Inhibition of miR-103a-3p suppresses the proliferation in oral squamous cell carcinoma cells via targeting RCAN1.

Abstract

Oral cancer is one of the common cancers worldwide, among which over 90% are oral squamous cell carcinomas (OSCC). MicroRNAs act as critical regulators of cancer development and progression. MiR-103a-3p has been reported to be upregulated in OSCC patients and closely correlated to poor prognosis, yet its roles in the progression of OSCC remain undisclosed.
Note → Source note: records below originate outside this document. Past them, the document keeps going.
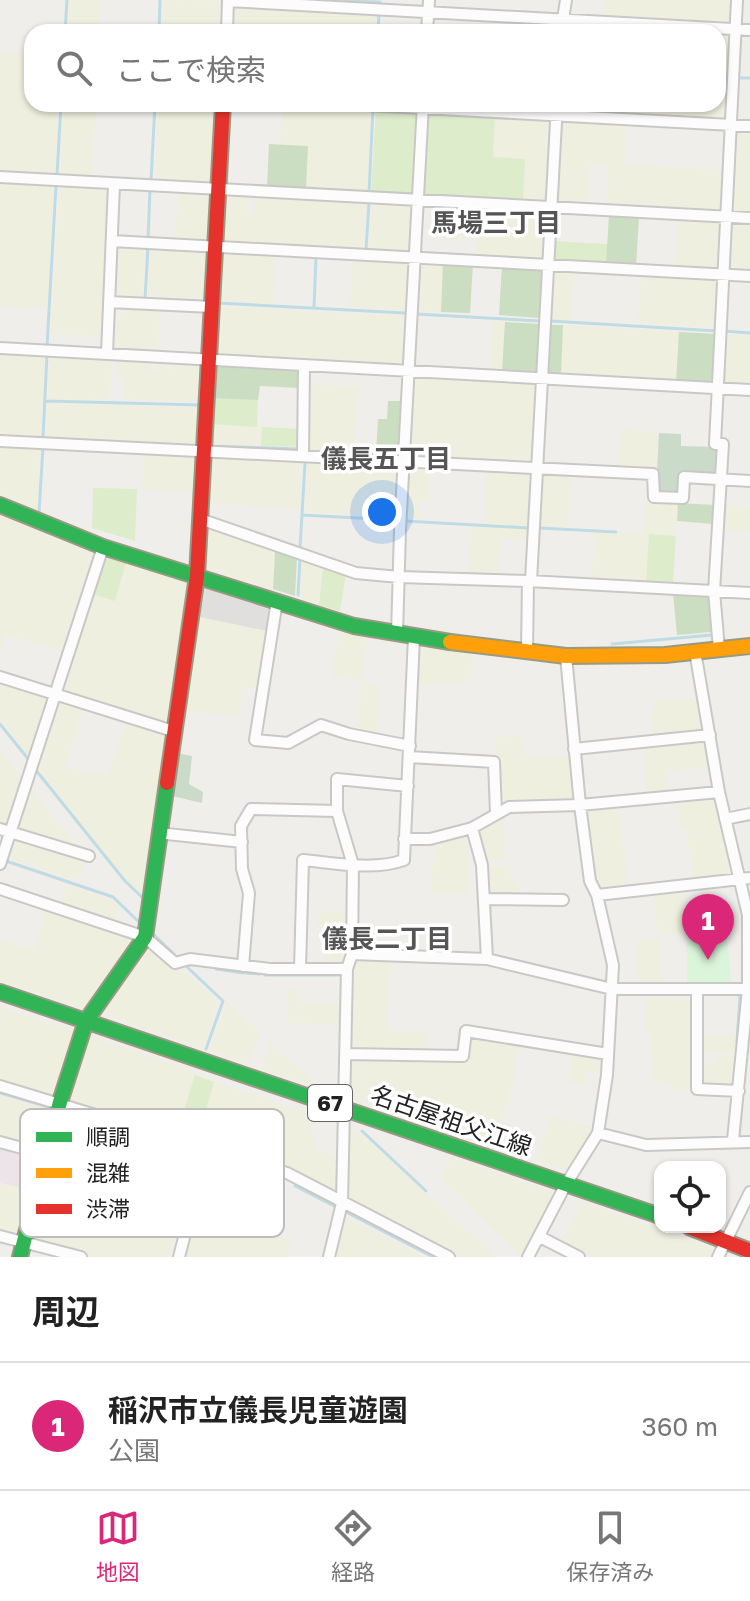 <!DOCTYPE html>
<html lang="ja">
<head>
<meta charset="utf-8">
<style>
  body { margin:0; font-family:"Golos Text","Noto Sans JP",sans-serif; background:#f2f2f2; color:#222 }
  .controls { position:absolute; right:24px; bottom:24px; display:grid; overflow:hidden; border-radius:16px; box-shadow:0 2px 6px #0004 }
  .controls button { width:72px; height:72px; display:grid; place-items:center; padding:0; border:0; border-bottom:2px solid #e0e0e0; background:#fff; color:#222; font:40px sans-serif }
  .you { position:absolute; left:382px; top:512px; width:28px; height:28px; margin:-20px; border:6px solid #fff; border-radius:50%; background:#1a73e8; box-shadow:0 0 0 12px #1a73e833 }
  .badge { display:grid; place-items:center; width:52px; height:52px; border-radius:50%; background:#db2777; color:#fff; font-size:26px; font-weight:700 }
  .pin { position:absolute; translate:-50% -66px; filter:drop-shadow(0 2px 4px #0008) }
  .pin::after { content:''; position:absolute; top:42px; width:28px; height:24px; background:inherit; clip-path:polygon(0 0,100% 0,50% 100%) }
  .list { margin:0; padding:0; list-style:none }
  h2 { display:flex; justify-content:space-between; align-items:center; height:104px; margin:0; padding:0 32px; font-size:34px }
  h2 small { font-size:26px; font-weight:400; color:#767676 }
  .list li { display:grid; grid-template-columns:52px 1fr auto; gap:24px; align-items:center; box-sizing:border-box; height:128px; padding:0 32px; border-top:2px solid #e0e0e0 }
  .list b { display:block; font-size:30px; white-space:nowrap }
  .list p { margin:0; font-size:26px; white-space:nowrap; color:#767676 }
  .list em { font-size:26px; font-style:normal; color:#767676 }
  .icon { flex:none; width:44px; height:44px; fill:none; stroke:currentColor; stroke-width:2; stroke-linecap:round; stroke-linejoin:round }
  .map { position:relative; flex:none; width:750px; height:1257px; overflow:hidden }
  .search { position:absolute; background:#fff; box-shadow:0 2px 6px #0004; left:24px; right:24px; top:24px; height:88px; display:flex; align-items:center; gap:20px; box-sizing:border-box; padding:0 28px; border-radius:24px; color:#767676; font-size:30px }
  .sheet { height:232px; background:#fff }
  nav { display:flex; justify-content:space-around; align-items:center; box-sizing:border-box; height:112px; border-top:2px solid #e0e0e0; background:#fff; font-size:22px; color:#767676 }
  nav a { display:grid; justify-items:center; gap:4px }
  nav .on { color:#db2777 }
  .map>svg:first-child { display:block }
  .industrial { fill:#ede4e9 }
  .farmland { fill:#efefdf }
  .grass { fill:#ddeccb }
  .forest { fill:#cbdec1 }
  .cemetery { fill:#cadbca }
  .park { fill:#daf5da }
  .parking { fill:#e0dfde }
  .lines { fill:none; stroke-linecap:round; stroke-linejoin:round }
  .stream { stroke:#bfdbe3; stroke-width:3 }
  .street-casing { stroke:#c9c8c7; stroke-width:14 }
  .fast-casing { stroke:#999a82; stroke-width:18 }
  .slow-casing { stroke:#999a82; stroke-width:18 }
  .jam-casing { stroke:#999a82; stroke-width:18 }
  .street { stroke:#fdfcfc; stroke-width:10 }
  .fast { stroke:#30b455; stroke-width:14 }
  .slow { stroke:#ff9f0a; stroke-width:14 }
  .jam { stroke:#e5322d; stroke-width:14 }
  .labels { text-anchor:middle; stroke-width:7; stroke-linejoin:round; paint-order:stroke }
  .shield { fill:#fff; stroke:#646464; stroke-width:2 }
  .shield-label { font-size:22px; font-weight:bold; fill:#222 }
  .street-label { font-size:24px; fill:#222; stroke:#fff }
  .neighbourhood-label { font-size:26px; font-weight:bold; fill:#555; stroke:#fff }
  .key { fill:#fff; stroke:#bdbdbd; stroke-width:2 }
  .key-label { font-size:22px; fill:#222 }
</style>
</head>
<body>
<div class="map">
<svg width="750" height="1257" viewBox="0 0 750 1257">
  <rect width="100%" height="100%" fill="#f0eeeb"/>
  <!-- industrial -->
  <path class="industrial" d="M0,1145L37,1156L39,1160L31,1191L0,1183Z"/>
  <!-- farmland -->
  <path class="farmland" d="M69,0H101L100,32H67Z
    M164,0L218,1L222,5L221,32H162Z
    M606,0H733L732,26L605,19Z
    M235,6L377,12L376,32H230L231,9Z
    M570,24L731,32L732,75L718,74V32H566V26Z
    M0,53L32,55V104H59L55,176L0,173Z
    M718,79L732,80L726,122L561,111V104H718Z
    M63,104H96L92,178L60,176Z
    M158,104H219L215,182L210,185L155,181Z
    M282,105L371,109L367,193L306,190L308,146L280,144Z
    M495,115L550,117L552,120L549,200L545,202L523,201L493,157Z
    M564,119L626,123L624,164L726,170L724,209L721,212L606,206L608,165H590L588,205L559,203L556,200L560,121Z
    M737,128L750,129V213L730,210L735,131Z
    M0,181L54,183L48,308L0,306Z
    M59,184L108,186L111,190L104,336L51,334Z
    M179,191L210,193L214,196L211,240L208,243L174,242Z
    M224,193L248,195L247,215H253L255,195L366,201L363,249L222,244Z
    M371,201L409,203L413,207L411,252L408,255L368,253Z
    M443,205L467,206L465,241L441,240Z
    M479,207L544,211L547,214L544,258L541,262L476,259Z
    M677,218L720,221L724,225L718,272L674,270Z
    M732,221L750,222V274L730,273L727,269L729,224Z
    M117,245L145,246L142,300L115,299L112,296L114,247Z
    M150,247L207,250L210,253L207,299L148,296Z
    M221,250L275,254L273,304L216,301Z
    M352,258L406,261L409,264L407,310L350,307Z
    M420,261L443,262L441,312L416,310L418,264Z
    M556,269L575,270L572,320L550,319L553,272Z
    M641,273L717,277L720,280L718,328L638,323Z
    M127,306L160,308L158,353L112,351L110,336Z
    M215,307L406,316L404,364L400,366L217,356L213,353Z
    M491,321L505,322L502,372L489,371Z
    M563,325L679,332L676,382L561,375Z
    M723,334L750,336V387L724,386L720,381Z
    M0,351L45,354L40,437L0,435Z
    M49,354L112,358L110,400L48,399Z
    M119,358L151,359V372L157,373L158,359L168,360V370H173L174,360L200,361L203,365L202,402L122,399L123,379H118Z
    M413,376L535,381L537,383L534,461L531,464L410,458L408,455Z
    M309,384L359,387L354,454L312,451L309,448Z
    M48,404L199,408L197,445L46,438Z
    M209,424L262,427L261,446L211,443Z
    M620,428L659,433L657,470L618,468Z
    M0,444L40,446L37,511L0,494Z
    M144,452L199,458L197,493L142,490Z
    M210,455L301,460L299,510L206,503Z
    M308,460L395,465L398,468L396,517L305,512Z
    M411,465L431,466L429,500H420L419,518L404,517L407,469Z
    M487,471L529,473L532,476L530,526L484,524Z
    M545,474L570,475L568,527L539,526L541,477Z
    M678,501L676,536L649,535L646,583L592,580L594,533H643L645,502Z
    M723,505L750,506V532L722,530Z
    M0,514L55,539L91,552L94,558L64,652L6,634L0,652Z
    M208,527L275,550L273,589L203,567L205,530Z
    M471,527L529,529V540L501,539L499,575L469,574Z
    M302,559L323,566L319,605L300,598Z
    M126,563L188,583L191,588L171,721L165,725L65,693L61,687L92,594L115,600Z
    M200,617L267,631L257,689L242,687L239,717L188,711L190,678Z
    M339,631L368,639L361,681L332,676Z
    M425,648L472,654L471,679H465V685L419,684L418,658L420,652Z
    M0,681L44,695L48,702L30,758L0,720Z
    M362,682L379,686L377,734L358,731Z
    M699,699L704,726L699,731L652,734L650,712L654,711L653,702Z
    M63,701L83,708L65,768L108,774L125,721L163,733L168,741L146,898L126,880L36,766L56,705Z
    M521,736L523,757L569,756L574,797L570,801L503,806L499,804L495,740L497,737Z
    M701,740L707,743L710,767L666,771L668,793L645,794L644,745Z
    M0,750L23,779L8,822L3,825L0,824Z
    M30,787L79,849L21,832L17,826Z
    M712,797L717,800L733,870L729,875L692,879L687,830L680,826L679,800Z
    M619,807L628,886L606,889L598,886L594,881L586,816L590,810Z
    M504,815L505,861H489L485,859L479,834L483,828Z
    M464,835H468L469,893H431L434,844Z
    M18,839L85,861L78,881L7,858L12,843Z
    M504,866L519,888V896L493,895L490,892L487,870L492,867Z
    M67,885L113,900L119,905L113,922L60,905Z
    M682,889L687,933L658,935L653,893Z
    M47,909L132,938L135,944L91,1006L84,1009L0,980V940L33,950Z
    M319,911H348L347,959L341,964H327V936H318Z
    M661,938L662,984H638V941Z
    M145,947H151L172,967L183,969L218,1002L203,1048L104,1015L102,1008Z
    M359,958H391L387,1030L428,1033L427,1051L355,1049L350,1046L352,973H355V961Z
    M288,988H297V1002L342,1004V1024L287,1023Z
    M645,999L693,1000L692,1090L671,1089L670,1083L651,1081L650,1031H646Z
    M227,1002L260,1033L249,1064L209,1050Z
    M0,1006L72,1031L76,1038L58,1092L52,1096L0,1081Z
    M701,1034H736L735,1053H701Z
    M93,1037L196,1072L176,1135L71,1102L67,1095L85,1042Z
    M475,1037L520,1045L514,1069L517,1072L493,1145L362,1099L360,1101L357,1100L349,1092L350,1061L354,1059L465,1062L470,1041Z
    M270,1042L320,1088L261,1069Z
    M571,1052L599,1057L602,1062V1073H585V1085L569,1083Z
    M717,1055L735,1056L731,1086L708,1085L703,1079V1062L717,1063Z
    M214,1082L307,1113L317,1149L340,1157V1192L335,1195L197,1142Z
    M0,1096L52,1111L42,1147L39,1149L0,1138Z
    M551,1116L592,1127V1132L570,1169H561L535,1160Z
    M349,1130L359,1132L497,1257H460L346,1201Z
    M452,1157L551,1191L553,1197L523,1257L440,1179Z
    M53,1159L185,1196L169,1257H93L33,1241L30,1238L50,1161Z
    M207,1160L285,1185L272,1235L291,1240L287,1257H182Z
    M0,1183L31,1191L19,1236L0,1233Z
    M583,1202L712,1248L714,1254L713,1257H589L561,1242Z
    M344,1216L425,1257H333Z"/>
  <!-- grass -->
  <path class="grass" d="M376,109L415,112L418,114L413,191L410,195L371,193Z
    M429,112L495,115L493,157L525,159L523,201L425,195L422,192L426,115Z
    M554,241L608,244L606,266L556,263L553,259Z
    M210,398L258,400L257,427L209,424Z
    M262,427L299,429V447L261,446Z
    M93,488L137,489L135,541L92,528Z
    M649,534L676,536L673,584L646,583Z
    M109,558L126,563L115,601L92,594L103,560Z
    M323,566L346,574L340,611L319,605Z
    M195,1075L214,1082L197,1142L176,1135Z"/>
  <!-- forest -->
  <path class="forest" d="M269,144L308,146L306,189L267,187Z
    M609,214L639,216L636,267L606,266Z
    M443,262L473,264L470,313L441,312Z
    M502,266L541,268L544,271L541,318L499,315Z
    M505,322L541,324L538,371L536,374L502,372Z
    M550,325H563L561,375H551L547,372Z
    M679,332L717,334L715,380L711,384L676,382Z
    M216,362L300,369L299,388L260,386L258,400L210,398Z
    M388,401H402L400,452L396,456L376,455L378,419H387Z
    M678,503L714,505L713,524L677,521Z
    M275,550L297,557L295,596L273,589Z
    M673,594L708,596L711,632L677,635Z"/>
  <!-- cemetery -->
  <path class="cemetery" d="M659,433L681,434V446L716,447C720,453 719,468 714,474L681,472L680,491L677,494L656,492Z
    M177,753L192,756L189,784L203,792L202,803L172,796Z"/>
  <!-- park -->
  <path class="park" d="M716,924L727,937L731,984H687V927Z"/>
  <!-- parking -->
  <path class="parking" d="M205,588L268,609L270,614L267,631L200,617Z"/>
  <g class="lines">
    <!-- stream -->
    <path class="stream" d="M325,0H336
      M345,1L380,2
      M65,32L67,0
      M159,32L160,0
      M378,32L379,13
      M718,77H730
      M738,78H750
      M57,175L61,104
      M151,180L155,104
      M369,192L373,109
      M148,240L150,189
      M363,250H366L369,202
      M145,299L148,247
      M217,303L405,313
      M314,308L316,256
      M416,314L540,321
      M551,321L717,331
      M724,331L750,333
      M47,347L56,185
      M45,401L201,405
      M43,437L47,354
      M209,443L211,446L299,449
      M39,512L43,447
      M302,515L395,520
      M405,521L529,528
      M540,528L616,532
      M300,548L305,463
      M298,595L300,559
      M612,644L712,635
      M0,724L29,760
      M35,769L125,881L145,900
      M6,861L113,897L141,924
      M151,932L174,954
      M186,966L223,1001L206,1049
      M216,969L243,973
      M245,973L260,974
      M265,975H340
      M620,994H673
      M683,994H690
      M705,994H738L740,997L737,1042
      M0,1093L52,1108
      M64,1112L200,1157
      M362,1131L426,1191
      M209,1157L278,1179
      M295,1186L336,1207
      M346,1212L433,1257"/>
    <!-- street casing -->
    <g class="street-casing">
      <path id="street" d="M228,1L750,30
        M227,32L228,0
        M427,32L429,0
        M561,32L566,0
        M348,104L750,126
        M0,177L750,218
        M112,241L750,276
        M109,302L212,307
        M0,348L750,390
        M107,354L114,184
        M0,441L653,474L654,497L683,498L684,477L750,481
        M303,456L304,365
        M200,519L356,573L399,577L528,581L750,593
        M531,581L557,104
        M277,601L255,740L288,743L321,725L349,734L410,746
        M397,635L400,530L423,104
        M719,649L714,591L723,444H715L737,0
        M527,651L528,581
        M695,651L719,792L748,915V989L733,1140
        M0,677L173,731
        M574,749L710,735
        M409,757L494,762L496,814
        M337,811V779L408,786
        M725,819L750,814
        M472,828L482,865L487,959
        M0,829L89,856
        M158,833L242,842
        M404,839H430L472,828L509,807L580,805L719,792
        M0,864L103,547
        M0,889L145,937L175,963L190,959L270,969H347
        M597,895L750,878
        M485,899L563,900
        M352,954L487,959L612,989H748
        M243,966L249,893L242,869L241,826L251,809L337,811L353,865L352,954L347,969L342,1203L329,1257
        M300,969L303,860C334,863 374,871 404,860L414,637
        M697,989V1089L739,1091
        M346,1054L463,1056L466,1031L608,1054
        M0,1086L287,1173L449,1257
        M598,1133L646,1145L750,1142
        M0,1142L195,1195
        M0,1236L81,1257
        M540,1237L579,1257
        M179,1257L207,1149
        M528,1257L566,1184L598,1133L607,1075L613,965L597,895L590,881L580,805L566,656
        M718,1257L750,1192"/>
    </g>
    <!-- fast casing -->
    <g class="fast-casing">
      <path id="fast" d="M0,505L103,547L354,626L450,642
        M0,992L660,1216
        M20,1257L60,1102L86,1021L145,937L167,783"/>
    </g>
    <!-- slow casing -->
    <g class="slow-casing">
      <path id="slow" d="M450,642L566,656L665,655L750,646"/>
    </g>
    <!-- jam casing -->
    <g class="jam-casing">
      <path id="jam" d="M167,783L197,576L223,104
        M689,1227L750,1251"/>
    </g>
    <!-- street -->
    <use href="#street" class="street"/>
    <!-- fast -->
    <use href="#fast" class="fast"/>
    <!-- slow -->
    <use href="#slow" class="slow"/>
    <!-- jam -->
    <use href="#jam" class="jam"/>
  </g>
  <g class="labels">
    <!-- shield labels -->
    <rect class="shield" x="308" y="1085" width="44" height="36" rx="6"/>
    <g class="shield-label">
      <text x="330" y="1111">67</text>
    </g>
    <!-- street labels -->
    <g class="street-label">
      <text transform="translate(451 1121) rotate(19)" y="8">名古屋祖父江線</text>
    </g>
    <!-- neighbourhood labels -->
    <g class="neighbourhood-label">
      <text x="496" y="232">馬場三丁目</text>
      <text x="386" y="468">儀長五丁目</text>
      <text x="387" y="948">儀長二丁目</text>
    </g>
  </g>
  <!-- legend -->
  <rect x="20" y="1109" width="264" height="128" rx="12" class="key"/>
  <rect x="36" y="1132" width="36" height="10" fill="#30b455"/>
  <rect x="36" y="1168" width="36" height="10" fill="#ff9f0a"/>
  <rect x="36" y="1204" width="36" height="10" fill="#e5322d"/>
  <g class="key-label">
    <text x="86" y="1145">順調</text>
    <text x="86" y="1181">混雑</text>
    <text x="86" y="1217">渋滞</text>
  </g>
</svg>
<div class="controls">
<button><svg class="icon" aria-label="locate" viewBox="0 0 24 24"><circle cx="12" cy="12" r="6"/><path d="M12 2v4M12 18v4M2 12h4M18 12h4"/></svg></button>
</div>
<div class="you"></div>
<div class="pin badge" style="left:708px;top:960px">1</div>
<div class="search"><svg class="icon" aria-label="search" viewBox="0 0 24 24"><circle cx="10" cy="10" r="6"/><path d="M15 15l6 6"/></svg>ここで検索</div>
</div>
<section class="sheet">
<h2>周辺<small></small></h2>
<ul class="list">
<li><span class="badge">1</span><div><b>稲沢市立儀長児童遊園</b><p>公園</p></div><em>360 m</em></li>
</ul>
</section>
<nav>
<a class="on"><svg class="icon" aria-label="map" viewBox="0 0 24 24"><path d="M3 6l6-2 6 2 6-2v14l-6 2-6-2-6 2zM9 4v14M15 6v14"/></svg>地図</a>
<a><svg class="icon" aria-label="directions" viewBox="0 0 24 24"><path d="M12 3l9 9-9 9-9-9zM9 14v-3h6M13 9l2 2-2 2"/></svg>経路</a>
<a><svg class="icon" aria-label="saved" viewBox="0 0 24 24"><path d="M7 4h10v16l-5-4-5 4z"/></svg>保存済み</a>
</nav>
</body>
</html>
In this study, we knocked down the expression of miR-103a-3p in two OSCC cell lines in vitro, and significantly repressed cell proliferation and cell cycle arrest at the G1 phase were observed, accompanied by decreased proliferating cell nuclear antigen, cyclin D1, cyclin B1 and increased PTEN levels. MiR-103a-3p inhibition also induced apoptosis as evidenced by increased apoptotic cells and upregulated cleaved caspase-9/casapase-3 expression. We established a xenograft model in nude mice and found that miR-103a-3p knockdown also suppressed tumor growth in vivo. Besides, the expression of regulator of calcineurin1 (RCAN1), known as its anti-tumor effect, was negatively correlated with the miR-103a-3p level in OSCC cells. We validated that RCAN1 was a downstream target of miR-103a-3p using the dual-luciferase assay. RCAN1 silencing reversed the cell proliferative inhibition, cell cycle arrest and cell apoptosis induced by miR-103a-3p knockdown. In addition, we found that long non-coding RNA LINC00675 acted as a sponge of miR-103a-3p and promoted the expression of miR-103a-3p targets RCAN1 and PTEN. In summary, miR-103a-3p inhibition represses proliferation and induces apoptosis of OSCC cells through regulating RCAN1, and miR-103a-3p may act as a novel diagnostic marker and therapeutic target for OSCC.